Section for Biomedical Informatics and Data Science, Yale University School of Medicine, 300 George St, 06511, New Haven, USA; Department of Emergency Medicine, Yale University School of Medicine, 464 Congress Ave #260, New Haven, 06519, USA; Program of Computational Biology and Bioinformatics, Yale University, 300 George St, New Haven, 06511, USA.
Department of Emergency Medicine, Yale University School of Medicine, 464 Congress Ave #260, New Haven, 06519, USA.
J Biomed Inform. 2023 May;141:104360. doi: 10.1016/j.jbi.2023.104360. Epub 2023 Apr 14.
Physician progress notes are frequently organized into Subjective, Objective, Assessment, and Plan (SOAP) sections. The Assessment section synthesizes information recorded in the Subjective and Objective sections, and the Plan section documents tests and treatments to narrow the differential diagnosis and manage symptoms. Classifying the relationship between the Assessment and Plan sections has been suggested to provide valuable insight into clinical reasoning. In this work, we use a novel human-in-the-loop pipeline to classify the relationships between the Assessment and Plan sections of SOAP notes as a part of the n2c2 2022 Track 3 Challenge. In particular, we use a clinical information model constructed from both the entailment logic expected from the aforementioned Challenge and the problem-oriented medical record. This information model is used to label named entities as primary and secondary problems/symptoms, events and complications in all four SOAP sections. We iteratively train separate Named Entity Recognition models and use them to annotate entities in all notes/sections. We fine-tune a downstream RoBERTa-large model to classify the Assessment-Plan relationship. We evaluate multiple language model architectures, preprocessing parameters, and methods of knowledge integration, achieving a maximum macro-F1 score of 82.31%. Our initial model achieves top-2 performance during the challenge (macro-F1: 81.52%, competitors' macro-F1 range: 74.54%-82.12%). We improved our model by incorporating post-challenge annotations (S&O sections), outperforming the top model from the Challenge. We also used Shapley additive explanations to investigate the extent of language model clinical logic, under the lens of our clinical information model.

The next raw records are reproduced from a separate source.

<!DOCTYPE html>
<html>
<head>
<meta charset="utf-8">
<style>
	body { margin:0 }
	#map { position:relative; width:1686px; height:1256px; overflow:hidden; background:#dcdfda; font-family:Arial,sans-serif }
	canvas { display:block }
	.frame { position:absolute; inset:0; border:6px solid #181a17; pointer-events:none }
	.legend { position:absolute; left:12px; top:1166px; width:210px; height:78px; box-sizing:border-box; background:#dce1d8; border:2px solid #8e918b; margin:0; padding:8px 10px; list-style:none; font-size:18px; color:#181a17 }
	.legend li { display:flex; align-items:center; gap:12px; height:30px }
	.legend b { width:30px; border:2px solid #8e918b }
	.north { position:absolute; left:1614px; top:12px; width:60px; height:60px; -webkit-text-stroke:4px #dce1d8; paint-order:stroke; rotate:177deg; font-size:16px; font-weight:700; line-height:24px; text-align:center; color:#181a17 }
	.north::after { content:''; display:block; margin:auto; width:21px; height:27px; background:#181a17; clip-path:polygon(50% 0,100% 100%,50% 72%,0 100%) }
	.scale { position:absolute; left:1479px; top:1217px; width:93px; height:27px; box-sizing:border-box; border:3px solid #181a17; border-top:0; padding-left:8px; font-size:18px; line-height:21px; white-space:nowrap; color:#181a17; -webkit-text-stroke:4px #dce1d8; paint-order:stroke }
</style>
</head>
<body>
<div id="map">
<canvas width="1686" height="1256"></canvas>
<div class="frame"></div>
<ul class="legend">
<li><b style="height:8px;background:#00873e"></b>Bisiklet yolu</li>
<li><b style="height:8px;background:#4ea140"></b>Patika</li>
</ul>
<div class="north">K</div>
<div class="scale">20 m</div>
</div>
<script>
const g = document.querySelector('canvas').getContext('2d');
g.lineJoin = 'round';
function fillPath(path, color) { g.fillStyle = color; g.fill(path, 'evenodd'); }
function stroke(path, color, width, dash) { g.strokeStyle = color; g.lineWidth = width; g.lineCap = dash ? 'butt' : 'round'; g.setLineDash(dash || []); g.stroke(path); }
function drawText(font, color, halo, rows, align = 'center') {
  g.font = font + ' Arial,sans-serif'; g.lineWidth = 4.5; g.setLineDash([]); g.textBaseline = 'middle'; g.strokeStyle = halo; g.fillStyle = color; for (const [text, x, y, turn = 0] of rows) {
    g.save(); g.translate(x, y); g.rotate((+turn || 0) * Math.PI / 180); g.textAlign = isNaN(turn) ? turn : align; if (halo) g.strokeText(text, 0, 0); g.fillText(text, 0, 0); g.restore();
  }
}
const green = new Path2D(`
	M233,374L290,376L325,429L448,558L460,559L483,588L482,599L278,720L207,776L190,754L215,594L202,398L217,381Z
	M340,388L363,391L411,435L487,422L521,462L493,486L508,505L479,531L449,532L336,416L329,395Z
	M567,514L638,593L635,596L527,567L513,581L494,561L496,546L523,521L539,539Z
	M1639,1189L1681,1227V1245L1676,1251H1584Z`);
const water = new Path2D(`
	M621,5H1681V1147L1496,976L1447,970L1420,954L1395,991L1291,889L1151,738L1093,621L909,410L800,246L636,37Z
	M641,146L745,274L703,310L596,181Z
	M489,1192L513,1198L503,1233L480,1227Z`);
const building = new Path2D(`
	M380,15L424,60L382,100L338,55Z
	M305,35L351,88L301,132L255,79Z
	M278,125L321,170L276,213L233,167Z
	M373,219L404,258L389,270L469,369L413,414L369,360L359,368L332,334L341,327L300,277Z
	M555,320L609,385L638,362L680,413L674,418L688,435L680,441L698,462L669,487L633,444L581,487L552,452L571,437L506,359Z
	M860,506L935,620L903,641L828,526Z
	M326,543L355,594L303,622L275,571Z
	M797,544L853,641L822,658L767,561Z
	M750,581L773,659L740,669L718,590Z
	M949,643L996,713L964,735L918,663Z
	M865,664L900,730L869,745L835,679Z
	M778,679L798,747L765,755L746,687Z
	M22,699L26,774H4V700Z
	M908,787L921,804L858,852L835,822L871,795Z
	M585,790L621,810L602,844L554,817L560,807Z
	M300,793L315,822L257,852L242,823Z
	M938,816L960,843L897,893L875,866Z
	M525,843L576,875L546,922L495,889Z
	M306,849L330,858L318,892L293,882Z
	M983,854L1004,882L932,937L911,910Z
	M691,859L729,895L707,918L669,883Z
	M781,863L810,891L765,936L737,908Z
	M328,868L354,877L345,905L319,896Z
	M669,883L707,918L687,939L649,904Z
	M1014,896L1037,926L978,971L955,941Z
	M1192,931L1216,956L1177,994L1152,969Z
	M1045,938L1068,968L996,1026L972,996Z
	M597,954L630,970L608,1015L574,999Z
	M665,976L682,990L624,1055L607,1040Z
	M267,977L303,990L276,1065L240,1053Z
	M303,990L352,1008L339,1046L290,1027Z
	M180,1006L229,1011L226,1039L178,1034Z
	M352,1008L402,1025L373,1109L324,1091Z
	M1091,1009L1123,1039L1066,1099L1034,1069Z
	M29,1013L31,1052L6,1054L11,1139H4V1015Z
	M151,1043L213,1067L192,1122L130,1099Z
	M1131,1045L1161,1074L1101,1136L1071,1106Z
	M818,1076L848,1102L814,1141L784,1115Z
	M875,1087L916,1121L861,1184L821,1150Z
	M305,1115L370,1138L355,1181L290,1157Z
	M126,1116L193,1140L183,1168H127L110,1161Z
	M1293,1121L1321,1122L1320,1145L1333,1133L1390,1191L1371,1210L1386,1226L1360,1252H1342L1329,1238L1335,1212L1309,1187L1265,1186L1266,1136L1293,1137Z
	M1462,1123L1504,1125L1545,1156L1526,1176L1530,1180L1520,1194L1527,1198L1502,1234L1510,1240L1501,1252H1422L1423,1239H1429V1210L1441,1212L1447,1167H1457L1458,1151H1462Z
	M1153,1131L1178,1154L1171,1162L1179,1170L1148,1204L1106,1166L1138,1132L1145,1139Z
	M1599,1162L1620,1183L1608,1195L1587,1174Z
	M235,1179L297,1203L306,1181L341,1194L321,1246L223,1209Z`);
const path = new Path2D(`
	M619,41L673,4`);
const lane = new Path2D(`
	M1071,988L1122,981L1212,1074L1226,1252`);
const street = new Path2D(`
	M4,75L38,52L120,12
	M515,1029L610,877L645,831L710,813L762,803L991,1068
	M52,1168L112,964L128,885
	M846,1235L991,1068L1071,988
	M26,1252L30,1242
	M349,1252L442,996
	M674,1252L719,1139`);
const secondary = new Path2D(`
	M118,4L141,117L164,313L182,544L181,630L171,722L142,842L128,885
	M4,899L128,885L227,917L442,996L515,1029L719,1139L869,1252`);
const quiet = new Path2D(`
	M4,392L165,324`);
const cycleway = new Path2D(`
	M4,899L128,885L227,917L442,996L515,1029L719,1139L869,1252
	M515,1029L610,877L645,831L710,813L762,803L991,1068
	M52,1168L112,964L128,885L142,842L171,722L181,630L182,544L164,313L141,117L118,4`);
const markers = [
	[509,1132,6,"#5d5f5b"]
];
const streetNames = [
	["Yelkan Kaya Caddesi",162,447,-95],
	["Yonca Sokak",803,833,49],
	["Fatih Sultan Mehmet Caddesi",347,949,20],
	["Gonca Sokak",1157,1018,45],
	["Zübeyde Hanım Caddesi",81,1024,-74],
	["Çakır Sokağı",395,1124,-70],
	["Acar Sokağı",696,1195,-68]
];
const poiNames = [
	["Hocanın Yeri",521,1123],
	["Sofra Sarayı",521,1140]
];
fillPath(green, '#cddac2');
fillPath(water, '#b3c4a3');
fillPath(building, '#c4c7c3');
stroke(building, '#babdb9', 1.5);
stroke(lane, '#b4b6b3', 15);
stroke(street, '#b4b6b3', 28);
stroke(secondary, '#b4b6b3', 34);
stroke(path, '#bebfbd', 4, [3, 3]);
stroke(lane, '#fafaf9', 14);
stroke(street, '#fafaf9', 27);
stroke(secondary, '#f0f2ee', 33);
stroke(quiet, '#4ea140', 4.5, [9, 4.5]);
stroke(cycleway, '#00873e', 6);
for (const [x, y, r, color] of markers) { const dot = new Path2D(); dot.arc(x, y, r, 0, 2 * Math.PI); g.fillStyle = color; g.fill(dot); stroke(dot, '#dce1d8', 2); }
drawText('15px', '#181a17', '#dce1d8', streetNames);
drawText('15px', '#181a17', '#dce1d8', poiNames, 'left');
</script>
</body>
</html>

We find that the model often uses shallow heuristics and nonspecific attention when making predictions, suggesting language model knowledge integration requires further research.

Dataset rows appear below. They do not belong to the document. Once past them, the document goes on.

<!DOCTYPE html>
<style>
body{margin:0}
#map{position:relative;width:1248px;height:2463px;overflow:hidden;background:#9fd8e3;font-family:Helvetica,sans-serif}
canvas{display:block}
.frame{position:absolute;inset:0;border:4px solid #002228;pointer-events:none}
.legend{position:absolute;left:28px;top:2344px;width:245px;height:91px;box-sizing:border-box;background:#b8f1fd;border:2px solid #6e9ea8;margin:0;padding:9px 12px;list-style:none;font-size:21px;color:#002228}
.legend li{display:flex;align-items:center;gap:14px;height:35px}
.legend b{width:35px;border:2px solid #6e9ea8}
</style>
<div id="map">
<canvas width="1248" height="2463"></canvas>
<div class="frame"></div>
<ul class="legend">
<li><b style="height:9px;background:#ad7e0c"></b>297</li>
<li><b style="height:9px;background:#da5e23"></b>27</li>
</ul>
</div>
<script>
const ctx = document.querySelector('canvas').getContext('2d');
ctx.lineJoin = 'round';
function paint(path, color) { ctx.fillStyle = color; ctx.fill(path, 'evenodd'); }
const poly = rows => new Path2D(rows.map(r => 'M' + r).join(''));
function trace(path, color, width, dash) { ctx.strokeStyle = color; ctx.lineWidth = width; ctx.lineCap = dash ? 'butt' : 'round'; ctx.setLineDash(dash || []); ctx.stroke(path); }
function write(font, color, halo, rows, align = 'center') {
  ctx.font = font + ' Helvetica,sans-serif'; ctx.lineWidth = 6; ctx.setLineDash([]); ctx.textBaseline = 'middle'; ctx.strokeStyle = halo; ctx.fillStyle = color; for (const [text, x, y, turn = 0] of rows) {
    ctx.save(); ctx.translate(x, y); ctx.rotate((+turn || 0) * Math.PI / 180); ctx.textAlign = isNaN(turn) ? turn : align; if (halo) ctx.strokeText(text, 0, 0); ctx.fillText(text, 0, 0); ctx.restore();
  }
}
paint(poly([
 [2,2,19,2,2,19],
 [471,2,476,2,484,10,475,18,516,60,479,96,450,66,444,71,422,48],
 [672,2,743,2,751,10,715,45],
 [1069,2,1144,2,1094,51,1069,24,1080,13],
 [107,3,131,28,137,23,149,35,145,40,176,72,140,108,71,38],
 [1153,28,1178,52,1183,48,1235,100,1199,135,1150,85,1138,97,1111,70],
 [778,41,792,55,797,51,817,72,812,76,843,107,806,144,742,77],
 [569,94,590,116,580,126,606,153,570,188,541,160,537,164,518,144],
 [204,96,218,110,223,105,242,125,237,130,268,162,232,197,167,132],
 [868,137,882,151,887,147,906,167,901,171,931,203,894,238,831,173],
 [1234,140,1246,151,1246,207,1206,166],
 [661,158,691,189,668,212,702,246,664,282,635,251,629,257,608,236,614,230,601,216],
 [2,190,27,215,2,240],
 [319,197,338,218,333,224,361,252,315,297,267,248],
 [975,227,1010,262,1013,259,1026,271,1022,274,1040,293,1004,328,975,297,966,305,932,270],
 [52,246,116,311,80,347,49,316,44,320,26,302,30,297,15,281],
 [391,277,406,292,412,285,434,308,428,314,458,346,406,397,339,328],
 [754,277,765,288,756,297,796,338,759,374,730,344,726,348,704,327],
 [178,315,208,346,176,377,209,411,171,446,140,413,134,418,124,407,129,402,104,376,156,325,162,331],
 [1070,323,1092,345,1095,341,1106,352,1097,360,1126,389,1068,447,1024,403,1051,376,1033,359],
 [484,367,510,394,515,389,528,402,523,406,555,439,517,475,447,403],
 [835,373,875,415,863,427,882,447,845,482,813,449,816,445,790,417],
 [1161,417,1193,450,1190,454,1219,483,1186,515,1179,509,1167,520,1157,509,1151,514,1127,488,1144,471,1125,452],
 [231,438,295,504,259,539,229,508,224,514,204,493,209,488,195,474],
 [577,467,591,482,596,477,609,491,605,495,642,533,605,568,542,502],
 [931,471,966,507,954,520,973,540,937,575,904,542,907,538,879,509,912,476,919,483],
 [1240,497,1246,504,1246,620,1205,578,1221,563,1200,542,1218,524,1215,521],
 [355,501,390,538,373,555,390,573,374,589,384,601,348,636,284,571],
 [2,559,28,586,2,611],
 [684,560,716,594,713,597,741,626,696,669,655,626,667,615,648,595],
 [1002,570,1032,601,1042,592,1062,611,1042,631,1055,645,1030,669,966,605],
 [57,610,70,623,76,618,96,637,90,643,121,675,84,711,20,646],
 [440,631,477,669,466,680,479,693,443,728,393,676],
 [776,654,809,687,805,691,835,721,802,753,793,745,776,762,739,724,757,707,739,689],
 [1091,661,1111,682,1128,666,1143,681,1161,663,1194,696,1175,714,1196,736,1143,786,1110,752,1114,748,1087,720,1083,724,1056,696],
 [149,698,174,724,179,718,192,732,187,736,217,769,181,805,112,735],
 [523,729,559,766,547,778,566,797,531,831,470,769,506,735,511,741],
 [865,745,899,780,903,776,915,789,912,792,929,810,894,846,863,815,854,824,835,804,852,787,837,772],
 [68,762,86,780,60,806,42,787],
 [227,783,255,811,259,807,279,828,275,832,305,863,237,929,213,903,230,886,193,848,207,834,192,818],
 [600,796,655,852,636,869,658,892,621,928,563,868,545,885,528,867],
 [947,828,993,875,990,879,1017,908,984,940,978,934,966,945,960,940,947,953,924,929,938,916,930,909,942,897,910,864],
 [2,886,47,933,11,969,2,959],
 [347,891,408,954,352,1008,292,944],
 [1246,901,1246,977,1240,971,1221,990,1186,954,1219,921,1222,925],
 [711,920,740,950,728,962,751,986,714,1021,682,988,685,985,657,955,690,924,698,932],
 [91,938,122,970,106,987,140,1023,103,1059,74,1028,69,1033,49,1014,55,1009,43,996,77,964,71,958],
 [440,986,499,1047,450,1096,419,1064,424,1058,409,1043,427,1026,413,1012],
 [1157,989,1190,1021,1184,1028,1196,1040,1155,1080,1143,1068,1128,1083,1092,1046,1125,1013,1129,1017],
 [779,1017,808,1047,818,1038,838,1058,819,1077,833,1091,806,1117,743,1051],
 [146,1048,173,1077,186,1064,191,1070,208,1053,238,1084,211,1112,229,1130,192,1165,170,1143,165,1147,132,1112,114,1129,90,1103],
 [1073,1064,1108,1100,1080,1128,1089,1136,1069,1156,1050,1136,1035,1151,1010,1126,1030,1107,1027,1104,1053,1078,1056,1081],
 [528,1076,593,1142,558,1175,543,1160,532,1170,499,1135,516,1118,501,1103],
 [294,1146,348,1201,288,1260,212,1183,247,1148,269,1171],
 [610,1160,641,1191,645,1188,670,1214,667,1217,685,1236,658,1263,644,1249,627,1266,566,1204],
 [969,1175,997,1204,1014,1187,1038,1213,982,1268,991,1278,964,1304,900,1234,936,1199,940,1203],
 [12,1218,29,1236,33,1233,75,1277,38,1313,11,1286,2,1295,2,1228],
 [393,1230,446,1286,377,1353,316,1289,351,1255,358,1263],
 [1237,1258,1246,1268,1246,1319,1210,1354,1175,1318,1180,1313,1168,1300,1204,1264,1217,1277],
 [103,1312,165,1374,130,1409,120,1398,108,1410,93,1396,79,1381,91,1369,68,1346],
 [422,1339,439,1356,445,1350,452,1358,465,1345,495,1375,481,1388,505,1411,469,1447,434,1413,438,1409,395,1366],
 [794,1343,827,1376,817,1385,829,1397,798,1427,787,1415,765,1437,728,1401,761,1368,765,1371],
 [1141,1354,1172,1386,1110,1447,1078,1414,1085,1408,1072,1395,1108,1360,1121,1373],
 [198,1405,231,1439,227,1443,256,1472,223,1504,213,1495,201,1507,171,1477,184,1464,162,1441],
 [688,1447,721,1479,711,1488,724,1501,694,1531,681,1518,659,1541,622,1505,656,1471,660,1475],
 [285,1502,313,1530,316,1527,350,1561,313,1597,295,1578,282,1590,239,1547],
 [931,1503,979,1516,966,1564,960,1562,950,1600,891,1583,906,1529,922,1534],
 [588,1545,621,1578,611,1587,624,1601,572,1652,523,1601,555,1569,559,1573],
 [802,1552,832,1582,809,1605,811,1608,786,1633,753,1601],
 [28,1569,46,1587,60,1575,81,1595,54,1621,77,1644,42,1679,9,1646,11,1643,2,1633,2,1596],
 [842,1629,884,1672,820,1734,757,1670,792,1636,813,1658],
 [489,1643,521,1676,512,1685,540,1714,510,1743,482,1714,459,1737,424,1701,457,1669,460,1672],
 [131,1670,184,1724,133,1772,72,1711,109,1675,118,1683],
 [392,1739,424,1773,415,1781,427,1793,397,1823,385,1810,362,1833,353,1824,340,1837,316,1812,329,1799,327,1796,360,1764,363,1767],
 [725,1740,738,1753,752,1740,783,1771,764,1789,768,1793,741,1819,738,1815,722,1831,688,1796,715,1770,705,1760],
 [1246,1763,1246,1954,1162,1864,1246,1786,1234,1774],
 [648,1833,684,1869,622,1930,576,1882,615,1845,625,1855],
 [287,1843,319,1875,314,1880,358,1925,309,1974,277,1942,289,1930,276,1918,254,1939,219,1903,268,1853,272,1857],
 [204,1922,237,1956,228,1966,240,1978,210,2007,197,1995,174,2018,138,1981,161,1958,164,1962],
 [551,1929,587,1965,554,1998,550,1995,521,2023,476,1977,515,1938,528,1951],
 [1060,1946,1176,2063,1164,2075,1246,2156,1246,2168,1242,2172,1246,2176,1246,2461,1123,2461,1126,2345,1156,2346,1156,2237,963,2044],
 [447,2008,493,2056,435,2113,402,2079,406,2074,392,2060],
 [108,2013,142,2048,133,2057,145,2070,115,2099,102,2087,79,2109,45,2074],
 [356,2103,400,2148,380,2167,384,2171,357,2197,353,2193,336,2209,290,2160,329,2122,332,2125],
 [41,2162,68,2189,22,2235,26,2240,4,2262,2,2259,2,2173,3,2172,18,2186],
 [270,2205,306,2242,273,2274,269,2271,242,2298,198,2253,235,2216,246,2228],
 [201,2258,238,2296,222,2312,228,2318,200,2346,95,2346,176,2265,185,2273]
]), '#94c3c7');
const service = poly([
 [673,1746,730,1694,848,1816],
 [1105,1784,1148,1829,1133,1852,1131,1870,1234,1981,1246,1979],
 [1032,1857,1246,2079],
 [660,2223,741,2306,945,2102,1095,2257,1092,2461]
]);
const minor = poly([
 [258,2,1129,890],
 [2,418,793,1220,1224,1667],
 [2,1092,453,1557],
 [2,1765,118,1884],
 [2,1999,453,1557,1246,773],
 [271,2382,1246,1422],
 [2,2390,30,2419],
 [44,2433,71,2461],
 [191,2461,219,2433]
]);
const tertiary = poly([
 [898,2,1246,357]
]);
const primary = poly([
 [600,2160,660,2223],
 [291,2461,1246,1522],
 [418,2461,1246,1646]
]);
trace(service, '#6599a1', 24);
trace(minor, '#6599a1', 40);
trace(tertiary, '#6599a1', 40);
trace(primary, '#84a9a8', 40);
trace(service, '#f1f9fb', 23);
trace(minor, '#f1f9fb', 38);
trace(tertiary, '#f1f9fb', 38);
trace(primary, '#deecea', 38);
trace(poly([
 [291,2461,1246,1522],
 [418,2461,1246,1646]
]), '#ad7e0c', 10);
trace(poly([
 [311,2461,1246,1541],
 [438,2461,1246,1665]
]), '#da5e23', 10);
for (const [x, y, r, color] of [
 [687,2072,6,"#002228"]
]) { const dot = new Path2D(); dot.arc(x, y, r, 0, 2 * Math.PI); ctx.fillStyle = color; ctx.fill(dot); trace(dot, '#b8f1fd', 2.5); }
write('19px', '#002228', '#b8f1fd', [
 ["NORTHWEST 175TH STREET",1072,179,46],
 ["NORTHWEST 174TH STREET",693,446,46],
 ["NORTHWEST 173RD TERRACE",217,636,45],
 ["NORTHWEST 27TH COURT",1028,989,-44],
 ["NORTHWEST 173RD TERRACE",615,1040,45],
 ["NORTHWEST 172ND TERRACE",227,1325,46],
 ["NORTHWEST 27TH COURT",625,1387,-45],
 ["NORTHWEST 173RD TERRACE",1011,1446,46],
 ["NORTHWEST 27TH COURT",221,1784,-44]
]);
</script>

医生的病程记录通常分为主观、客观、评估和计划(SOAP)部分。评估部分综合了主观和客观部分记录的信息,计划部分记录了测试和治疗方法,以缩小鉴别诊断范围并治疗症状。有人建议对评估和计划部分之间的关系进行分类,以便深入了解临床推理。在这项工作中,我们使用了一种新颖的人机交互管道,将 SOAP 记录的评估和计划部分之间的关系分类,作为 n2c2 2022 年第 3 赛道挑战赛的一部分。特别是,我们使用了一种从上述挑战赛的蕴涵逻辑和面向问题的医疗记录中构建的临床信息模型。该信息模型用于标记命名实体为主次问题/症状、所有四个 SOAP 部分的事件和并发症。我们迭代地训练独立的命名实体识别模型,并使用它们对所有笔记/部分的实体进行注释。我们微调下游的 RoBERTa-large 模型来分类评估-计划关系。我们评估了多种语言模型架构、预处理参数和知识集成方法,实现了 82.31%的最大宏 F1 得分。我们的初始模型在挑战赛期间达到了前 2 名的成绩(宏 F1:81.52%,竞争对手的宏 F1 范围:74.54%-82.12%)。我们通过整合挑战赛之后的注释(S&O 部分)改进了我们的模型,超过了挑战赛的最佳模型。我们还使用 Shapley 加法解释来研究语言模型临床逻辑的程度,从我们的临床信息模型的角度来看。我们发现,该模型在进行预测时经常使用浅层启发式和非特定注意力,这表明语言模型的知识集成需要进一步研究。